Volume 540: debated on Tuesday 21 February 2012

A number of reports have highlighted variations in NHS allergy services and a lack of integration throughout primary, secondary and tertiary care. The Department has funded the NHS in north-west England to pilot an integrated model of care, and the results of that work have been widely disseminated. The Government expect NHS commissioners to commission services to meet the health needs of their local population and to deliver improving outcomes for patients.
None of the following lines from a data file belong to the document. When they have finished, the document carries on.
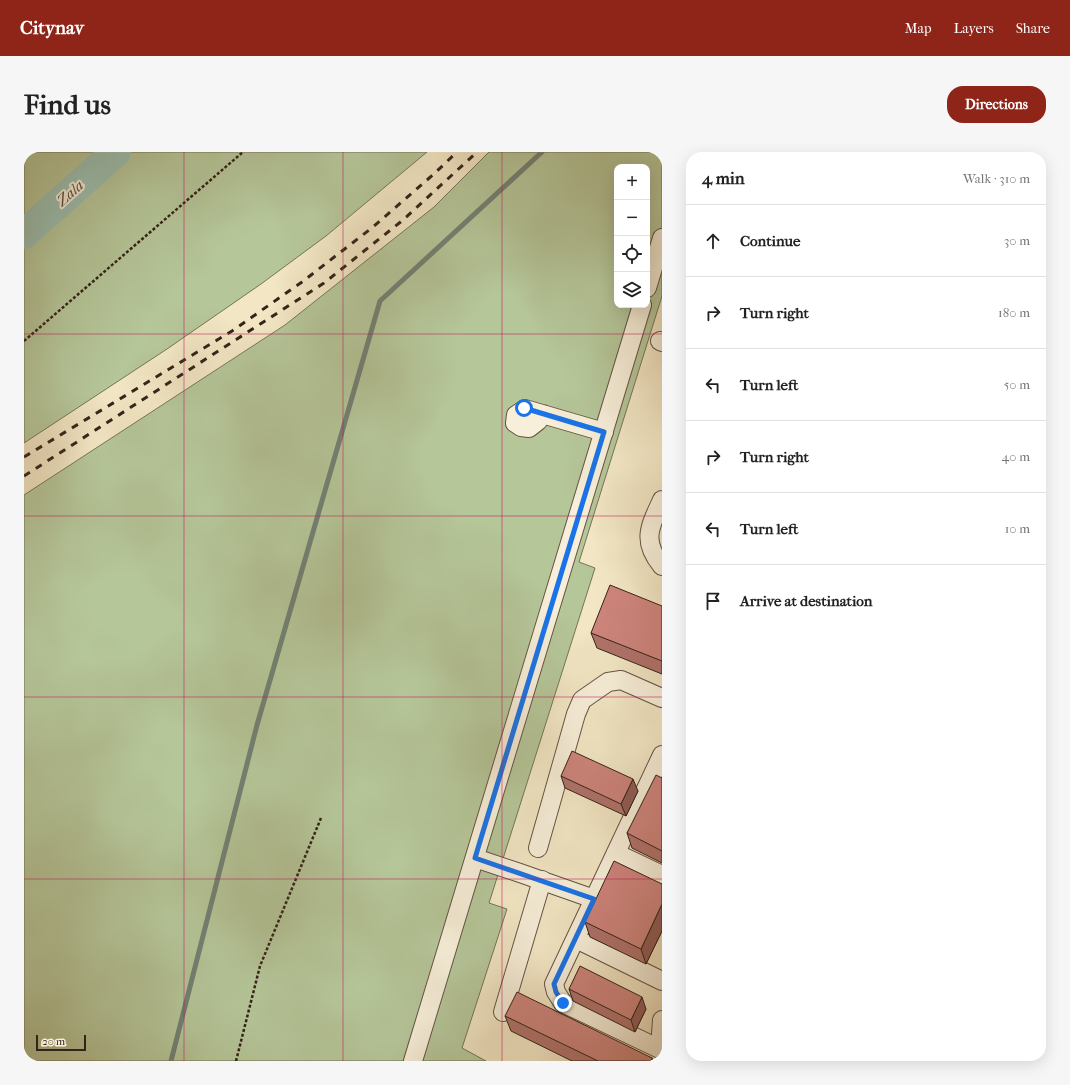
<!DOCTYPE html>
<html lang="en">
<head>
<meta charset="utf-8">
<style>
  :root { --surface:#fff; --page:#f6f6f6; --text:#222; --muted:#767676; --line:#e0e0e0; --accent:#8f2418 }
  body { margin:0; font-family:"IM FELL French Canon",serif; background:var(--page); color:var(--text) }
  .controls { position:absolute; right:12px; top:12px; display:grid; overflow:hidden; border-radius:8px; box-shadow:0 4px 16px #0002 }
  .controls button { width:36px; height:36px; display:grid; place-items:center; padding:0; border:0; border-bottom:1px solid var(--line); background:var(--surface); color:var(--text); font:20px sans-serif }
  .scale { position:absolute; left:12px; bottom:10px; width:50px; box-sizing:border-box; padding-left:4px; border:2px solid #342319; border-top:0; font-size:11px; line-height:14px; white-space:nowrap; color:#342319; -webkit-text-stroke:3px #f7efd9; paint-order:stroke }
  .stop { position:absolute; width:12px; height:12px; margin:-9px; border:3px solid #1a73e8; border-radius:50%; background:#fff }
  .stop.end { background:#1a73e8; border-color:#fff; box-shadow:0 1px 4px #0008 }
  .list { margin:0; padding:0; list-style:none }
  h2 { display:flex; justify-content:space-between; align-items:center; height:52px; margin:0; padding:0 16px; font-size:17px }
  h2 small { font-size:13px; font-weight:400; color:var(--muted) }
  .list li { display:grid; grid-template-columns:26px 1fr auto; gap:12px; align-items:center; box-sizing:border-box; height:72px; padding:0 16px; border-top:1px solid var(--line) }
  .list b { display:block; font-size:15px; white-space:nowrap }
  .list em { font-size:13px; font-style:normal; color:var(--muted) }
  .icon { flex:none; width:22px; height:22px; fill:none; stroke:currentColor; stroke-width:2; stroke-linecap:round; stroke-linejoin:round }
  .map { position:relative; flex:none; width:638px; height:909px; overflow:hidden; border-radius:16px }
  header { display:flex; align-items:center; gap:24px; box-sizing:border-box; height:56px; padding:0 20px; background:var(--accent); color:#fff }
  header strong { font-size:19px }
  nav { display:flex; gap:22px; margin-inline-start:auto; font-size:14px }
  .intro { display:flex; align-items:center; justify-content:space-between; box-sizing:border-box; height:96px; padding:0 24px }
  h1 { margin:0; font-size:28px }
  .button { padding:10px 18px; border-radius:16px; background:var(--accent); color:#fff; font-size:14px; font-weight:700 }
  main { display:flex; gap:24px; padding:0 24px }
  aside { flex:1; background:var(--surface); border-radius:16px; box-shadow:0 4px 16px #0002 }
  .map>svg:first-child { display:block }
</style>
</head>
<body>
<header>
<strong>Citynav</strong>
<nav><a>Map</a><a>Layers</a><a>Share</a></nav>
</header>
<div class="intro"><h1>Find us</h1><a class="button">Directions</a></div>
<main>
<div class="map">
<svg width="638" height="909" viewBox="0 0 638 909">
  <rect width="100%" height="100%" fill="#f2e6c4"/>
  <filter id="stains"><feTurbulence type="fractalNoise" baseFrequency=".005" numOctaves="4"/><feColorMatrix values="0 0 0 0 .2 0 0 0 0 .09 0 0 0 0 .02 0 0 0 .5 -.17"/></filter>
  <radialGradient id="worn" r=".72"><stop offset=".6" stop-color="#630" stop-opacity="0"/><stop offset="1" stop-color="#630" stop-opacity=".3"/></radialGradient>
  <g fill="#b5c699" stroke="#747459" fill-rule="evenodd">
    <path d="M 0,0 L 403,0 L 302,84 L 237,132 L 143,197 L 0,291 Z"/>
    <path d="M 465,0 L 638,0 L 638,144 L 555,410 L 571,416 L 465,751 L 483,757 L 438,896 L 462,909 L 0,909 L 0,343 L 261,173 L 410,55 ZM 593,15 L 623,15 L 623,153 L 593,153 Z"/>
  </g>
  <g fill="none" stroke-linecap="round" stroke-linejoin="round">
    <path stroke="#728174" stroke-width="5" d="M 147,909 L 233,573 L 356,149 L 518,0"/>
    <path stroke="#9bc0b1" stroke-width="30" d="M 0,82 L 92,0"/>
    <defs>
      <g id="minor">
        <path d="M 623,136 L 638,86"/>
        <path d="M 636,189 L 638,190"/>
        <path d="M 519,262 L 514,269 L 505,276 L 497,275 L 491,271 L 492,263 L 501,257 L 580,280"/>
        <path d="M 638,348 C 626,374 617,389 638,414"/>
        <path d="M 638,603 L 530,832 L 532,840 L 539,851 L 638,898"/>
        <path d="M 514,696 L 552,562 L 558,548 L 584,530 L 597,528 L 638,546"/>
        <path d="M 592,701 L 638,723"/>
        <path d="M 451,706 L 496,721 L 570,747"/>
        <path d="M 552,787 L 638,829"/>
        <path d="M 479,860 L 518,728"/>
        <path d="M 638,868 L 637,882 L 638,897"/>
        <path d="M 389,909 L 618,153"/>
      </g>
    </defs>
    <use href="#minor" stroke="#645444" stroke-width="20"/>
    <g stroke="#342319" stroke-width="2.5" stroke-dasharray="3 2" stroke-linecap="butt">
      <path d="M 0,189 L 219,0"/>
      <path d="M 212,909 L 236,814 L 297,666"/>
    </g>
    <use href="#minor" stroke="#f7efd9" stroke-width="18"/>
    <g stroke="#342319" stroke-width="3" stroke-dasharray="7 7" stroke-linecap="butt">
      <path d="M 0,305 L 208,179 L 278,130 L 349,75 L 411,21 L 433,0"/>
      <path d="M 0,324 L 300,131 L 379,68 L 453,0"/>
    </g>
  </g>
  <g fill="#b0726b" stroke="#342319">
    <path d="M 638,454 L 638,522 L 573,496 L 567,481 Z"/>
    <path d="M 537,624 L 614,639 L 602,664 L 541,636 Z"/>
    <path d="M 638,626 L 638,711 L 608,696 L 603,681 Z"/>
    <path d="M 638,732 L 638,779 L 622,812 L 566,785 L 561,770 Z"/>
    <path d="M 545,837 L 622,857 L 611,880 L 549,849 Z"/>
    <path d="M 481,864 L 628,906 L 629,909 L 548,909 L 487,879 Z"/>
  </g>
  <g fill="#905c57" stroke="#342319">
    <path d="M 609,627 L 614,639 L 602,664 L 597,652 Z"/>
    <path d="M 638,752 L 638,779 L 622,812 L 617,797 Z"/>
    <path d="M 618,845 L 622,857 L 611,880 L 607,868 Z"/>
  </g>
  <g fill="#cd847c" stroke="#342319">
    <path d="M 586,433 L 638,454 L 638,509 L 567,481 Z"/>
    <path d="M 548,599 L 609,627 L 597,652 L 537,624 Z"/>
    <path d="M 632,623 L 638,626 L 638,699 L 603,681 Z"/>
    <path d="M 590,709 L 638,732 L 638,752 L 617,797 L 561,770 Z"/>
    <path d="M 556,814 L 618,845 L 607,868 L 545,837 Z"/>
    <path d="M 493,840 L 628,906 L 627,909 L 574,909 L 481,864 Z"/>
  </g>
  <g fill="none" stroke-linecap="round" stroke-linejoin="round">
    <path stroke="#1a73e8" stroke-width="5" d="M 500,256 L 580,280 L 451,706 L 570,747 L 530,832 L 532,840 L 539,851"/>
  </g>
  <path fill="none" stroke="#c2185b" stroke-width="1" stroke-opacity="0.55" d="M 160,0 L 160,909M 319,0 L 319,909M 478,0 L 478,909M 0,182 L 638,182M 0,364 L 638,364M 0,545 L 638,545M 0,727 L 638,727"/>
  <g text-anchor="middle" stroke-width="4" stroke-linejoin="round" paint-order="stroke">
    <g font-size="15" font-style="italic" fill="#535247" stroke="#f7efd9">
      <text transform="translate(46 41) rotate(-42)" y="5">Zala</text>
    </g>
  </g>
  <rect width="100%" height="100%" filter="url(#stains)"/>
  <rect width="100%" height="100%" fill="url(#worn)"/>
</svg>
<div class="controls">
<button>+</button>
<button>−</button>
<button><svg class="icon" aria-label="locate" viewBox="0 0 24 24"><circle cx="12" cy="12" r="6"/><path d="M12 2v4M12 18v4M2 12h4M18 12h4"/></svg></button>
<button><svg class="icon" aria-label="layers" viewBox="0 0 24 24"><path d="M12 4l9 5-9 5-9-5zM3 14l9 5 9-5"/></svg></button>
</div>
<div class="scale">20 m</div>
<div class="stop" style="left:500px;top:256px"></div>
<div class="stop end" style="left:539px;top:851px"></div>
</div>
<aside>
<h2>4 min<small>Walk · 310 m</small></h2>
<ul class="list">
<li><svg class="icon" aria-label="ahead" viewBox="0 0 24 24"><path d="M12 20V5M6 11l6-6 6 6"/></svg><div><b>Continue</b></div><em>30 m</em></li>
<li><svg class="icon" aria-label="right" viewBox="0 0 24 24"><path d="M7 20v-9h11M14 6l5 5-5 5"/></svg><div><b>Turn right</b></div><em>180 m</em></li>
<li><svg class="icon" aria-label="left" viewBox="0 0 24 24"><path d="M17 20v-9H6M10 6l-5 5 5 5"/></svg><div><b>Turn left</b></div><em>50 m</em></li>
<li><svg class="icon" aria-label="right" viewBox="0 0 24 24"><path d="M7 20v-9h11M14 6l5 5-5 5"/></svg><div><b>Turn right</b></div><em>40 m</em></li>
<li><svg class="icon" aria-label="left" viewBox="0 0 24 24"><path d="M17 20v-9H6M10 6l-5 5 5 5"/></svg><div><b>Turn left</b></div><em>10 m</em></li>
<li><svg class="icon" aria-label="arrive" viewBox="0 0 24 24"><path d="M6 21V4h12l-3 4 3 4H6"/></svg><div><b>Arrive at destination</b></div></li>
</ul>
</aside>
</main>
</body>
</html>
I thank the Minister for that reply. He mentions the recent north-west allergy pilot, and its report contains a number of recommendations, including improved education for commissioners about the impact of allergy on primary care, and the allocation of additional specialist allergy training posts. How does he intend to act on those recommendations in order to improve services for millions of allergy sufferers?

I am grateful to my hon. Friend, who I know campaigns on these issues and has a parliamentary reception on them later this week. She is absolutely right that we need to ensure that there are improvements in the area, and that is why I can confirm today that discussions are under way with clinical leaders on the potential development of a tariff to cover allergy services and the steps necessary to make that possible. On training places, I can confirm also that the joint working group, on which the Department, strategic health authorities, NHS Employers, postgraduate medical deans and professional organisations sit, does look at those issues and make recommendations about additional places.

What services is the Secretary of State setting up for professionals who have become allergic to his Health and Social Care Bill and to him?

That was a pretty limp attempt. One of the most striking things about this Question Time is how many Opposition Members are yet again suffering from another health problem—memory lapses. When it comes to the Labour party’s record in government, £12 billion was wasted on a computer system that did not work, with which 60,000 nurses could have been recruited and employed for a decade.